### Task requirements
Which lines in the data below contain the word "Creek"? Copy each of them.

### The data
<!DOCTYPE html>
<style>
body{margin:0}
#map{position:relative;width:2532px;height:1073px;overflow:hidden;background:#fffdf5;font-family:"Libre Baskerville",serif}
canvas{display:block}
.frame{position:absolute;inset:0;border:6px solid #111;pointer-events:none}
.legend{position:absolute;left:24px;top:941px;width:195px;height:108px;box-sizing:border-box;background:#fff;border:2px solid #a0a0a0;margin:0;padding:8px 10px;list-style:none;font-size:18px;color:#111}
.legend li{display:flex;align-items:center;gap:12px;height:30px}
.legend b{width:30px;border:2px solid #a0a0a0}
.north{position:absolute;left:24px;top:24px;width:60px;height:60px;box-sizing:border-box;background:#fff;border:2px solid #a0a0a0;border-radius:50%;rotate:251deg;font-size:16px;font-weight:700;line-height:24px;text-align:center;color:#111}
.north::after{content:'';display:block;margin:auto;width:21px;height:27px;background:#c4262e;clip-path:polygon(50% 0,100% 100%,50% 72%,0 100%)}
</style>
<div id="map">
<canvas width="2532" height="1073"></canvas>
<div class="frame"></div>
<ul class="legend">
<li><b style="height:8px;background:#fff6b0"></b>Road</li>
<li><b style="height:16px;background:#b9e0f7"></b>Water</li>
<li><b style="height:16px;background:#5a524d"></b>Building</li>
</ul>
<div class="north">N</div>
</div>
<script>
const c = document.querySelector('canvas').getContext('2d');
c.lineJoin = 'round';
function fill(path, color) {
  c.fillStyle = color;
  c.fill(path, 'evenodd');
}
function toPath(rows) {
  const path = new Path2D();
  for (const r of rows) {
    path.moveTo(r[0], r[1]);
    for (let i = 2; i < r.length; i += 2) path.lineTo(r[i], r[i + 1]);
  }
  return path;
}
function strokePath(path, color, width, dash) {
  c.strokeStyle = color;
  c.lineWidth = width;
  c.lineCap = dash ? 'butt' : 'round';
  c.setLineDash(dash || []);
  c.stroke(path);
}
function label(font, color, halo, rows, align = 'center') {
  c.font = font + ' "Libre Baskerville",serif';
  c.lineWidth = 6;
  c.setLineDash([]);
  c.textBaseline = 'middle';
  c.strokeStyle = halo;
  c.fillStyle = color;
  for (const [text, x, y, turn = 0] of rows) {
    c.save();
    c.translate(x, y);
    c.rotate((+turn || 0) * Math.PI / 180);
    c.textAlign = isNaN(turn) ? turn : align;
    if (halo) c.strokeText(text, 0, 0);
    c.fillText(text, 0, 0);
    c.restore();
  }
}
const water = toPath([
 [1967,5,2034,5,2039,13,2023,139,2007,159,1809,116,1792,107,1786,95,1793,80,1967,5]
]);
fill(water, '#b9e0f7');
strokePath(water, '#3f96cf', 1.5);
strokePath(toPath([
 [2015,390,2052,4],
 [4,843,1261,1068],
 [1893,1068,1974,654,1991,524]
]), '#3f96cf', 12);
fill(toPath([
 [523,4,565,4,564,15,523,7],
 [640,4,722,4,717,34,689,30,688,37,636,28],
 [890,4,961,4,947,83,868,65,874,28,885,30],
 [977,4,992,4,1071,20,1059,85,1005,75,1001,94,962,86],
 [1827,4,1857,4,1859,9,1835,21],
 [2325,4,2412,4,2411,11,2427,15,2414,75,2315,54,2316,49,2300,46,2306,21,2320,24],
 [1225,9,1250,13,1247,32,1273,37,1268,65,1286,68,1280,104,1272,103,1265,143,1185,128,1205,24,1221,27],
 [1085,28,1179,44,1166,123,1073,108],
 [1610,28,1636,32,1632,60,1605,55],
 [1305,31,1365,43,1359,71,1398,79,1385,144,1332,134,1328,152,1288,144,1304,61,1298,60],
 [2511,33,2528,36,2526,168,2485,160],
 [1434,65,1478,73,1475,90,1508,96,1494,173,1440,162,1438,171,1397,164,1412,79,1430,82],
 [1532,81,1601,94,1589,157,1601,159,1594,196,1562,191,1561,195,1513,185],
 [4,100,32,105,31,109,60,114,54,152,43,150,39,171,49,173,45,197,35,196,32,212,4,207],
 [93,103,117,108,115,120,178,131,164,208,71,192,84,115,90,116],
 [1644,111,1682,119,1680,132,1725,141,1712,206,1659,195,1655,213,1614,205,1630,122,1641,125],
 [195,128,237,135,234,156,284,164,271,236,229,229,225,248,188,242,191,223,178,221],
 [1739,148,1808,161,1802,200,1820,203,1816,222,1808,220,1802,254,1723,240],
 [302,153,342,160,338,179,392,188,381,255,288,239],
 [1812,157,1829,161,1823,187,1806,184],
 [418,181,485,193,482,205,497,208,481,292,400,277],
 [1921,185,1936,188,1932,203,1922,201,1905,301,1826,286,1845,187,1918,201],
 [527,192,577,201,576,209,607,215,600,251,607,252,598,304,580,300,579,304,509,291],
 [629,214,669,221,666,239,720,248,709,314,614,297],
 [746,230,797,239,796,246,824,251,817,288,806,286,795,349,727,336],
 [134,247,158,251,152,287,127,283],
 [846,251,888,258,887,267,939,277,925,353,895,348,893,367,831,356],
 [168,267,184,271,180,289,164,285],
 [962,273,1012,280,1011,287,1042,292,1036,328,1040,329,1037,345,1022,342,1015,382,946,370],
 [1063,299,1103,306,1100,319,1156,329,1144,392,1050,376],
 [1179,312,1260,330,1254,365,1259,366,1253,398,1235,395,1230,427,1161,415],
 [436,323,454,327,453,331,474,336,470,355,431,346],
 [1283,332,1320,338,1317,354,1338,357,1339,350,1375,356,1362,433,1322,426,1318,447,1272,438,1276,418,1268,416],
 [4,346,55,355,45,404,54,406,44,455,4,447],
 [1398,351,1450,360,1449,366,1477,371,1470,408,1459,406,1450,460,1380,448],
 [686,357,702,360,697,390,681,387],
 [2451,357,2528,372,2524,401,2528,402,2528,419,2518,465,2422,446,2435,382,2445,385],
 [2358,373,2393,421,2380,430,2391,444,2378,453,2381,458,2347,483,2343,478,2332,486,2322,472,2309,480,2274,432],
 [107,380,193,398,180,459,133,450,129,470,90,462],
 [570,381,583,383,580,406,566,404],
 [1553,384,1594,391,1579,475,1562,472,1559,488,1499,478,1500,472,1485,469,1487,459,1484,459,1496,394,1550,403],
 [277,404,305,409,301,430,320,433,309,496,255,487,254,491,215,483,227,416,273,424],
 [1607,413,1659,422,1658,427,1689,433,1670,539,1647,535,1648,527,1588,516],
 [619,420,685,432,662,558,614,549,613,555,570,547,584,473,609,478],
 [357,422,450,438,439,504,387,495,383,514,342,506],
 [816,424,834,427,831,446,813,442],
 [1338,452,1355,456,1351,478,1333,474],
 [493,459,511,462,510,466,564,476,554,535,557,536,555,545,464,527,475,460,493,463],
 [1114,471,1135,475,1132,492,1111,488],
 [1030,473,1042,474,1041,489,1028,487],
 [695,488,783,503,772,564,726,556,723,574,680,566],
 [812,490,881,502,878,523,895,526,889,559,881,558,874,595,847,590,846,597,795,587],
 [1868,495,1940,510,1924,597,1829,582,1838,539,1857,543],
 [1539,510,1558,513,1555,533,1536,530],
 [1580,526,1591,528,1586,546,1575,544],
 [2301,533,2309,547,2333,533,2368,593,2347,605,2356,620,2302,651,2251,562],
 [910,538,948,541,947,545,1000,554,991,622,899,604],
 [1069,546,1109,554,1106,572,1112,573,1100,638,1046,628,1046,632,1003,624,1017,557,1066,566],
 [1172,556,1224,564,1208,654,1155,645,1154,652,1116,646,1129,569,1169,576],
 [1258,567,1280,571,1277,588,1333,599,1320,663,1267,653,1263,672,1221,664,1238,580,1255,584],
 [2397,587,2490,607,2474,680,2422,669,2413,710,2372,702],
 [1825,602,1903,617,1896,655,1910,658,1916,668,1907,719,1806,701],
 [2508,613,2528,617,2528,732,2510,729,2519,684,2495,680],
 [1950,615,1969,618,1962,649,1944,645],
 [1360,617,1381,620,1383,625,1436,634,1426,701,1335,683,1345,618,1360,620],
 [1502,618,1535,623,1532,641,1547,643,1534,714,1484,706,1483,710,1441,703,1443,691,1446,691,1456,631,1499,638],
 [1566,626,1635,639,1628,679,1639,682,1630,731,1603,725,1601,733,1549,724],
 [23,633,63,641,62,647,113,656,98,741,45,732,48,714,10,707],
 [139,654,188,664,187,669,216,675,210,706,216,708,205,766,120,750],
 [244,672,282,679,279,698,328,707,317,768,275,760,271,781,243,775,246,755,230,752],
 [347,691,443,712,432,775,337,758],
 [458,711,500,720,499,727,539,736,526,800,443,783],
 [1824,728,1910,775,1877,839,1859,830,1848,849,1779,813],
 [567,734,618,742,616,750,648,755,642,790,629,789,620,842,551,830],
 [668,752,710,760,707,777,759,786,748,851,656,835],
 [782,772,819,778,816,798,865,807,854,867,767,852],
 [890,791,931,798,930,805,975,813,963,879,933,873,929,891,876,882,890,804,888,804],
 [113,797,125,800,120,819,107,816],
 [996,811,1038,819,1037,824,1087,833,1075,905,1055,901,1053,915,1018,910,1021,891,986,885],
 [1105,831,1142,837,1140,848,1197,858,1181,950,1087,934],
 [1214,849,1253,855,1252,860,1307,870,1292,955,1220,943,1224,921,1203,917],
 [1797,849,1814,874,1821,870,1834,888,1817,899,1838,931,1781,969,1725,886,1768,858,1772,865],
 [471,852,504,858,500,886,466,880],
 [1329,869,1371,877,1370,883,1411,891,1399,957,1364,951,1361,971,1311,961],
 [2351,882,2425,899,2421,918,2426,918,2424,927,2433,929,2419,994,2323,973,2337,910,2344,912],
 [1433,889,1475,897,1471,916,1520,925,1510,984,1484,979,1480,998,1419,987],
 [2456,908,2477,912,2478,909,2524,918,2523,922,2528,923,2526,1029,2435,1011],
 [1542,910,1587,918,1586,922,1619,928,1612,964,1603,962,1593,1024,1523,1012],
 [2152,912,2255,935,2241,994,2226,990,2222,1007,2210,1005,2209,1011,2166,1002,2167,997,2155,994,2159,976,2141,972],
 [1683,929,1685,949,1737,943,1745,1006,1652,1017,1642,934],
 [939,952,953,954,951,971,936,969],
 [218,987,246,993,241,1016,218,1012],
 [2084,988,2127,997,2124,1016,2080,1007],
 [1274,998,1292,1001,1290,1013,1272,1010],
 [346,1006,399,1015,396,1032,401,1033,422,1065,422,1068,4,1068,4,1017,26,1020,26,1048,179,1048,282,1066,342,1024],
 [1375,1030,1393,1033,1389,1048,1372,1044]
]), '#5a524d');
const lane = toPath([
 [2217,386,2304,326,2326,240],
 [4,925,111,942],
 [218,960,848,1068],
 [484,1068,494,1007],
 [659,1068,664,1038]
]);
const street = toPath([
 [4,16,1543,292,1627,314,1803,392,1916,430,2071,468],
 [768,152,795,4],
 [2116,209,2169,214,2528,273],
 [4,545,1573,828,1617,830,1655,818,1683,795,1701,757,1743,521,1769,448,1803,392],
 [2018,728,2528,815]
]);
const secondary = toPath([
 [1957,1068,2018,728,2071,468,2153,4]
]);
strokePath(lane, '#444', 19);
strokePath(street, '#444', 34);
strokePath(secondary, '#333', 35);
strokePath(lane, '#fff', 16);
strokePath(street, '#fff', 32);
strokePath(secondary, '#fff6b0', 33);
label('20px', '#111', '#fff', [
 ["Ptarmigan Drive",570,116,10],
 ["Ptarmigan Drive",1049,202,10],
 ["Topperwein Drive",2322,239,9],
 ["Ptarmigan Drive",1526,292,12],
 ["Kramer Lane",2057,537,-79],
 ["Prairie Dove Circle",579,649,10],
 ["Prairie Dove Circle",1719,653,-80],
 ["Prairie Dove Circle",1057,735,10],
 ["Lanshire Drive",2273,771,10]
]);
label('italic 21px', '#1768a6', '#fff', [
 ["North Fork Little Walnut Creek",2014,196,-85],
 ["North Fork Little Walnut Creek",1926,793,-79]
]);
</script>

### Answer below
 ["North Fork Little Walnut Creek",2014,196,-85],
 ["North Fork Little Walnut Creek",1926,793,-79]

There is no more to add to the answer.